4.- Finalmente, se advierte que la anterior conclusión no sufre ninguna modificación por el hecho que los tutelantes hubieran formulado «solicitud de nulidad» contra el auto que «declaró desierto el recurso de apelación», pues se determinó que tal censura era inadecuada e improcedente al «evidenciarse un pretexto para pretender rehacer una actuación ante la desatención del apelante» (17 nov. 2021).
Sobre el particular, en un asunto que guarda cierta simetría con el de ahora, esta Colegiatura precisó que:
«Se advierte el fracaso de este auxilio, por la desatención del querellante en relación con el presupuesto de inmediatez, pues entre la data del proveído atacado, 8 de agosto de 2018, y la fecha de formulación del resguardo, 17 de junio de 2019, trasegaron más de diez (10) meses, sin evidenciarse circunstancias que justifiquen la inactividad del supuesto afectado.

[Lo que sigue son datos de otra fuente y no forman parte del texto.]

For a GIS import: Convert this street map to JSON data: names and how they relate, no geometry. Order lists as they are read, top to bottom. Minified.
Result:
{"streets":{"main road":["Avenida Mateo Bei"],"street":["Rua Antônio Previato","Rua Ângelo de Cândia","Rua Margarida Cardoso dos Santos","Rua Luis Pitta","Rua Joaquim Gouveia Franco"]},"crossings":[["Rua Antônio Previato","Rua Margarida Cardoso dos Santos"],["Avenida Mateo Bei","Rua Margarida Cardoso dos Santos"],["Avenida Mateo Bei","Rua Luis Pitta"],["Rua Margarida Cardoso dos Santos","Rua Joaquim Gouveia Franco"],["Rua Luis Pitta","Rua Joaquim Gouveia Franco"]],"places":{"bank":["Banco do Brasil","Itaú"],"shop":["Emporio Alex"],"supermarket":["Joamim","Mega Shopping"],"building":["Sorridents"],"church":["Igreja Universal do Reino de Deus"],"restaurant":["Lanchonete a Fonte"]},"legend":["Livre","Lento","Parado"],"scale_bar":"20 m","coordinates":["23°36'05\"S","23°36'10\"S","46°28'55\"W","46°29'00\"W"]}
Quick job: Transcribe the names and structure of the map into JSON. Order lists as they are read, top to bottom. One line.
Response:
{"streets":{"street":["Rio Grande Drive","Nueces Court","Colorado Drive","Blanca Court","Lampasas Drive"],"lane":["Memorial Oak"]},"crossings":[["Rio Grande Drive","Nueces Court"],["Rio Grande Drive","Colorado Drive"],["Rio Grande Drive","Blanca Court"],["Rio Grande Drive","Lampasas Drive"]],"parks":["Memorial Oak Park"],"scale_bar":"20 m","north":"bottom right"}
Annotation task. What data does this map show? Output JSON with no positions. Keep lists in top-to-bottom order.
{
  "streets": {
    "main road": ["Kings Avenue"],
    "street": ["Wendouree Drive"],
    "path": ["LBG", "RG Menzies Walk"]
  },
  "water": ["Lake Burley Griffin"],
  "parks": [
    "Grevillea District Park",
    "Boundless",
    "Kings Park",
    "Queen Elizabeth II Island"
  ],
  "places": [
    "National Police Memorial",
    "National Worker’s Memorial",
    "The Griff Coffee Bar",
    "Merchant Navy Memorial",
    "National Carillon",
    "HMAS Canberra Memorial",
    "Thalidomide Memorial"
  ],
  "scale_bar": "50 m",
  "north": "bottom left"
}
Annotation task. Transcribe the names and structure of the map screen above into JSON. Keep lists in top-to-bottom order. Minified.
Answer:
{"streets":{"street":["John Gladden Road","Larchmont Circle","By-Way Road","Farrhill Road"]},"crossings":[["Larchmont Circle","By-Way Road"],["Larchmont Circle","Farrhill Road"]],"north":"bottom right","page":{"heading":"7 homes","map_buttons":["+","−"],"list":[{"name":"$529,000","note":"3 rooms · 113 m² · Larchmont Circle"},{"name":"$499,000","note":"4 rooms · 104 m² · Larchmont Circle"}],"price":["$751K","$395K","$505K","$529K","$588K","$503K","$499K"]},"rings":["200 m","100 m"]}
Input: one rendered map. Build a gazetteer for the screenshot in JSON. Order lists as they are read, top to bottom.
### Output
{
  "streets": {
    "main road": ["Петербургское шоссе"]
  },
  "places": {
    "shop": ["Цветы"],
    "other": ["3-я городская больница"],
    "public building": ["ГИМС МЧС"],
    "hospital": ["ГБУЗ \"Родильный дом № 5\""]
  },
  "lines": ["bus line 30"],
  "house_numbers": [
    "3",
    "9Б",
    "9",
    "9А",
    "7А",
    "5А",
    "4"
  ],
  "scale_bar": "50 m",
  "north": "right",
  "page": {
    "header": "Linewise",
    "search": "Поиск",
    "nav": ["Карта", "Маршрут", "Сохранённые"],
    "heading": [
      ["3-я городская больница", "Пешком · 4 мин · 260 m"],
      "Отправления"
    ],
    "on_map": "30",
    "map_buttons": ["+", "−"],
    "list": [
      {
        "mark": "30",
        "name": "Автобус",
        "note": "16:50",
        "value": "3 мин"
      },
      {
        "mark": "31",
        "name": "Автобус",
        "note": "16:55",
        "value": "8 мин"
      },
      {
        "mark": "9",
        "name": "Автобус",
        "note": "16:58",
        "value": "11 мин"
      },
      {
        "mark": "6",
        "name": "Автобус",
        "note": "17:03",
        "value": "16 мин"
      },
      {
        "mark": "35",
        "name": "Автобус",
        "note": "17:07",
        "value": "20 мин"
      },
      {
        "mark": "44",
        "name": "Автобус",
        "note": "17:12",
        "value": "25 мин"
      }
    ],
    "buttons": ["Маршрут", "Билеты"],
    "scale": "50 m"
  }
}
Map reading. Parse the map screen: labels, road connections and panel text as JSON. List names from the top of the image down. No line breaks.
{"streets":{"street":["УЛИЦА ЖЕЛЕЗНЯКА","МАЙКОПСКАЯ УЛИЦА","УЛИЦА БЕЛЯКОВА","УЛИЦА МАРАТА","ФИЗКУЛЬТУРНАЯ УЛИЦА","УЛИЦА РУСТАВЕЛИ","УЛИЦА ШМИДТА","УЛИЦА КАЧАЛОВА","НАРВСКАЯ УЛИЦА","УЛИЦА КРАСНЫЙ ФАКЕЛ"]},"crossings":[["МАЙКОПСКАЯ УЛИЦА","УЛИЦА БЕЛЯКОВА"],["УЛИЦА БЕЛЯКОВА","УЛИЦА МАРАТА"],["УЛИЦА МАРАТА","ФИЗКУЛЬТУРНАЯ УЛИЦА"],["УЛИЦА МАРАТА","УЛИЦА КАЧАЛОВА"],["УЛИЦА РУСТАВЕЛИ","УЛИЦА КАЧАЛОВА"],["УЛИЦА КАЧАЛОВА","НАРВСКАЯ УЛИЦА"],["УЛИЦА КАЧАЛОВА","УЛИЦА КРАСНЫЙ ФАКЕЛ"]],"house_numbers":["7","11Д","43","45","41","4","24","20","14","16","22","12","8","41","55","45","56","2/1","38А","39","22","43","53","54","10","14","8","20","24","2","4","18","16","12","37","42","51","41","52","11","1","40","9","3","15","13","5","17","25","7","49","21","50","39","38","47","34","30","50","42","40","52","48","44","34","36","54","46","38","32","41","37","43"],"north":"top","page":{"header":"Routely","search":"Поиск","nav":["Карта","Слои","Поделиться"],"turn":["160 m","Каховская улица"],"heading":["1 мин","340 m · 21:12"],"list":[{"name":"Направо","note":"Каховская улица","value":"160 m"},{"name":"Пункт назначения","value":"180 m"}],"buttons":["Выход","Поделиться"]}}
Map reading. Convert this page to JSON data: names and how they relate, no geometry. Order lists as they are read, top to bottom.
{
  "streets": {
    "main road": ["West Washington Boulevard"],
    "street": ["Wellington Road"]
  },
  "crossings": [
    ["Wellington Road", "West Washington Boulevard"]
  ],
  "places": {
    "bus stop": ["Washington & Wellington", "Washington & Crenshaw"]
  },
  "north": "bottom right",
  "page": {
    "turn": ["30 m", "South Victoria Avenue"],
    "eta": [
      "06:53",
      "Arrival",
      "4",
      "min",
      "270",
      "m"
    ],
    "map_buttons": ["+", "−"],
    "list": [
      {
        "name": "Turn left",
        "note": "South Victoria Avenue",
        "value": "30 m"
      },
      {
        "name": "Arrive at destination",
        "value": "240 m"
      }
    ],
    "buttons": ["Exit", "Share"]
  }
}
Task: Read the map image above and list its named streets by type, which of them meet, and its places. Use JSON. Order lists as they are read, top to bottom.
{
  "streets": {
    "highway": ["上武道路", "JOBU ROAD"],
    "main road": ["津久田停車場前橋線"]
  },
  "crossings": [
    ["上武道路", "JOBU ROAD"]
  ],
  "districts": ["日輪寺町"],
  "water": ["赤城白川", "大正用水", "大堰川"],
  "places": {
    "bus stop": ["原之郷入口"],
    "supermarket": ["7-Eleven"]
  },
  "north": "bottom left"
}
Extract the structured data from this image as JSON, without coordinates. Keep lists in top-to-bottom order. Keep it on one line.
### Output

El período trasegado entre tales cronologías supera el plazo de seis (6) meses adoptado por esta Sala como razonable para reclamar la protección…
Cabe precisar que la interposición del recurso extraordinario de casación no tenía la virtud de interrumpir el memorado lapso, toda vez que el citado mecanismo de defensa era abiertamente improcedente, pues las pretensiones económicas rechazadas por el ad quem ascendían a $612.000.000, distando por mucho del límite mínimo del “interés para recurrir” estatuido por el artículo 338 del Código General del Proceso (STC8697-2019, 4 jul. 2019, rad. 2019-01992-00, STC11223-2020 y STC10396-2021).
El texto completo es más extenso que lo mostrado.